WORKING DATA START

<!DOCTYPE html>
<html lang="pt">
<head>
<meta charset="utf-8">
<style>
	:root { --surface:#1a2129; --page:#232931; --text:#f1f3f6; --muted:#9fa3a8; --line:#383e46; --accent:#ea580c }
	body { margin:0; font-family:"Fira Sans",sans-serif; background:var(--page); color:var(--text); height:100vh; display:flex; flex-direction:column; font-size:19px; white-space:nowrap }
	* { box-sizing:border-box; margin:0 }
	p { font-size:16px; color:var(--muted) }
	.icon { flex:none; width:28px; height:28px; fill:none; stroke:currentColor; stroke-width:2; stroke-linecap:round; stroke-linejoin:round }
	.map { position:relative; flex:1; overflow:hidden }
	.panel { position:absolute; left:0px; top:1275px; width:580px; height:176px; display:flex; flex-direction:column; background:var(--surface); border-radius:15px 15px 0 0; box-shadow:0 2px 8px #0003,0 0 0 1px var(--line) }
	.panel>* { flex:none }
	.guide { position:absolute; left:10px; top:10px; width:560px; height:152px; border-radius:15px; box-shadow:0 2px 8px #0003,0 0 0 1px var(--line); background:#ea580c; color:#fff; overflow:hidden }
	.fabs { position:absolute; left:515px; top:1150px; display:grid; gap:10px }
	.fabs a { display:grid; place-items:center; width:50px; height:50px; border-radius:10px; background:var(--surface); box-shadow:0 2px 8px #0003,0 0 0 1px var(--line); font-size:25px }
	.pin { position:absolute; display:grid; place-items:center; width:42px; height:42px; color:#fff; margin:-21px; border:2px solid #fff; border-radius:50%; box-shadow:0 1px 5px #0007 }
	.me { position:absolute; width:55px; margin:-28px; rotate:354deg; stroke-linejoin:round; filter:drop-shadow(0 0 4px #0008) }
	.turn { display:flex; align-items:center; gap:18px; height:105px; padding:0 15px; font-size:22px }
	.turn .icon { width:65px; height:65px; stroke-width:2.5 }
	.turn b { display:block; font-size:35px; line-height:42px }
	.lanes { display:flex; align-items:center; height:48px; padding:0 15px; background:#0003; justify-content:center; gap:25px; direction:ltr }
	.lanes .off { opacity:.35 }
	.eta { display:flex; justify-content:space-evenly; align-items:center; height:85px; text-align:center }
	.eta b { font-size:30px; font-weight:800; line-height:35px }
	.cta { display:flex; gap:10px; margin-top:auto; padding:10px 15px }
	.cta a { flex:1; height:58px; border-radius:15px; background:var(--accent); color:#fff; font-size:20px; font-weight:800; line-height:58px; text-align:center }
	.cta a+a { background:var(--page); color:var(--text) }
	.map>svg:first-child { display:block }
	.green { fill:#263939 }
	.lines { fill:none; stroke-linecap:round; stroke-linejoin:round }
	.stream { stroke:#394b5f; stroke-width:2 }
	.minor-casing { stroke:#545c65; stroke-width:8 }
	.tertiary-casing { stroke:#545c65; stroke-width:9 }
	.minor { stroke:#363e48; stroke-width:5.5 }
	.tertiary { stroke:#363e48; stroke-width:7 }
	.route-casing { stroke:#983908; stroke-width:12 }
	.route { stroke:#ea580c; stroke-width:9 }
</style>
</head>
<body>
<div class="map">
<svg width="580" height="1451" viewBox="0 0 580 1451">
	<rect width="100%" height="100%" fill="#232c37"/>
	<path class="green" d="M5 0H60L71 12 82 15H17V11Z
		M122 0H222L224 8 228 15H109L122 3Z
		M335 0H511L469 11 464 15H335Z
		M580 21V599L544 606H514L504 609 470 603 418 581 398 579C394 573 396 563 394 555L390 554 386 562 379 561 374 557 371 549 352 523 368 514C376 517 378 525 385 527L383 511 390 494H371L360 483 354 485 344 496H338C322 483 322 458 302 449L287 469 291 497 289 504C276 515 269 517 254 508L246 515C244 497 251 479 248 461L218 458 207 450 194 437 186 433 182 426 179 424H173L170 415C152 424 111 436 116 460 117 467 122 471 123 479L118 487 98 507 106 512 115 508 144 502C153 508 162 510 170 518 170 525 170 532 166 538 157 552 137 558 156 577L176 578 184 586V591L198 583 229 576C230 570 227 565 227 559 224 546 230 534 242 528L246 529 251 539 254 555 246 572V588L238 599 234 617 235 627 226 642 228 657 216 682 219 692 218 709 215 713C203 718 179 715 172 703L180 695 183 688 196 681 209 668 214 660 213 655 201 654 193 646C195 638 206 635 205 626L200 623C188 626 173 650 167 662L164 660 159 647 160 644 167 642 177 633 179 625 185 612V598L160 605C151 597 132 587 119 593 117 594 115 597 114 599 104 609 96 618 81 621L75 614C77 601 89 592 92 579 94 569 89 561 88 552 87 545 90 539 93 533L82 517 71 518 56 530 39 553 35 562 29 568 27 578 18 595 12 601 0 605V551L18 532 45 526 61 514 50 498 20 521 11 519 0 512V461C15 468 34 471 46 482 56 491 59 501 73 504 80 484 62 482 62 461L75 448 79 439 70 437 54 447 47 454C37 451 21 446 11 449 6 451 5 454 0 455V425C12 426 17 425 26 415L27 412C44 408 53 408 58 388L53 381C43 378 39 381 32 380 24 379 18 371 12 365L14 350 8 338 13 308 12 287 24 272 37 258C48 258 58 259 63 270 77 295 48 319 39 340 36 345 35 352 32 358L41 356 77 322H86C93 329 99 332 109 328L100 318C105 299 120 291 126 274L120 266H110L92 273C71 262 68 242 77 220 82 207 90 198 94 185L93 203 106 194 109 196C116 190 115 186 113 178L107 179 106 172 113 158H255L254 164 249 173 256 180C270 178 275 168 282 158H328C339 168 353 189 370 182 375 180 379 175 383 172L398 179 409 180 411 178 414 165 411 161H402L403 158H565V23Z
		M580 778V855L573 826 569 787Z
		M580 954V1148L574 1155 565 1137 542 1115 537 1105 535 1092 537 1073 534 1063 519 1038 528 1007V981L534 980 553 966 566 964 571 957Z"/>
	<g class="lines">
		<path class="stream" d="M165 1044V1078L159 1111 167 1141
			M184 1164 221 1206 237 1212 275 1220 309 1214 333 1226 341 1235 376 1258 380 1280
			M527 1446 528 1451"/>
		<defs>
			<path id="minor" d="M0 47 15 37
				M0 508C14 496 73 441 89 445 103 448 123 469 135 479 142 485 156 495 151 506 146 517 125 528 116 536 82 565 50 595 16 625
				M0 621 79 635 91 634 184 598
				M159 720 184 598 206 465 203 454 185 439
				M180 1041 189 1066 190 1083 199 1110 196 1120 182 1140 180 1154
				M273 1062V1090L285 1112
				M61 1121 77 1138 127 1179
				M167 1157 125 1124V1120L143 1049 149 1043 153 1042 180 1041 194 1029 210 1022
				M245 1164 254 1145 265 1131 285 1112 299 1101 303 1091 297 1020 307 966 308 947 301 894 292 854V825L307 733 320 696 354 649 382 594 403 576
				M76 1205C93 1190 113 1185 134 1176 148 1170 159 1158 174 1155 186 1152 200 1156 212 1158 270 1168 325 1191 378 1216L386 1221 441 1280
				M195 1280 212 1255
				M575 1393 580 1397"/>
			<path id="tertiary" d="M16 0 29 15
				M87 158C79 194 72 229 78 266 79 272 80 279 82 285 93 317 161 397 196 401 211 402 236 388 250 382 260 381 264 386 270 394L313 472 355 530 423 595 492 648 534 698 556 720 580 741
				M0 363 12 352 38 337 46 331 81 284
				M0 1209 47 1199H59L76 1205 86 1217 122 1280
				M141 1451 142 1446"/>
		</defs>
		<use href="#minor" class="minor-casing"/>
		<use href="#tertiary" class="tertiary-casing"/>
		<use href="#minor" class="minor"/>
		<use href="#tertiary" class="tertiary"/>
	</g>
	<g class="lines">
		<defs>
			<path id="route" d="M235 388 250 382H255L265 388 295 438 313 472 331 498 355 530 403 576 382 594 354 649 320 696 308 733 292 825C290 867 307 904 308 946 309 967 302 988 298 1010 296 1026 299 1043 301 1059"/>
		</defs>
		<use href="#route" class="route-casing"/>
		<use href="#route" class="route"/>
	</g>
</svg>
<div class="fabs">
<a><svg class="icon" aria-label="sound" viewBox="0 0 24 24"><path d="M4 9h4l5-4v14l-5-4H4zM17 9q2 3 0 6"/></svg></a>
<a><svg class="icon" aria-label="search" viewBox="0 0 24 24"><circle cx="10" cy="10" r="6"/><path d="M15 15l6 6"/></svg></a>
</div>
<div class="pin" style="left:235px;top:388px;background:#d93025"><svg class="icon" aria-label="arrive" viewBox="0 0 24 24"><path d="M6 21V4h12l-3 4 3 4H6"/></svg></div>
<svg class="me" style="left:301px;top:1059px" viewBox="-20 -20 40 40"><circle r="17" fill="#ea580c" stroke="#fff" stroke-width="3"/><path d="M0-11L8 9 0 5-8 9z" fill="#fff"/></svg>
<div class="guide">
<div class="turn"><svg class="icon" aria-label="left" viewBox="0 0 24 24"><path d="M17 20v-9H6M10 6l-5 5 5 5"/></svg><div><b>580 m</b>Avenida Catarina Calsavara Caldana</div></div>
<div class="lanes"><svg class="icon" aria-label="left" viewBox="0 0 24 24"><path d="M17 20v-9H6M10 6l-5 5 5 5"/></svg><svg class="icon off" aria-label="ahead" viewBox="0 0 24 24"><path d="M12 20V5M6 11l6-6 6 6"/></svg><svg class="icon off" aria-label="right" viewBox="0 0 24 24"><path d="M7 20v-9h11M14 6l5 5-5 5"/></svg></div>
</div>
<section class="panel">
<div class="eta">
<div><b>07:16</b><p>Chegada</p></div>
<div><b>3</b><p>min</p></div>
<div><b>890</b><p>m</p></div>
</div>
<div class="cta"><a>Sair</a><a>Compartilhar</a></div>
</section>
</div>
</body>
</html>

WORKING DATA END

What lines above mention "align"? Copy each one.

	.turn { display:flex; align-items:center; gap:18px; height:105px; padding:0 15px; font-size:22px }
	.lanes { display:flex; align-items:center; height:48px; padding:0 15px; background:#0003; justify-content:center; gap:25px; direction:ltr }
	.eta { display:flex; justify-content:space-evenly; align-items:center; height:85px; text-align:center }
	.cta a { flex:1; height:58px; border-radius:15px; background:var(--accent); color:#fff; font-size:20px; font-weight:800; line-height:58px; text-align:center }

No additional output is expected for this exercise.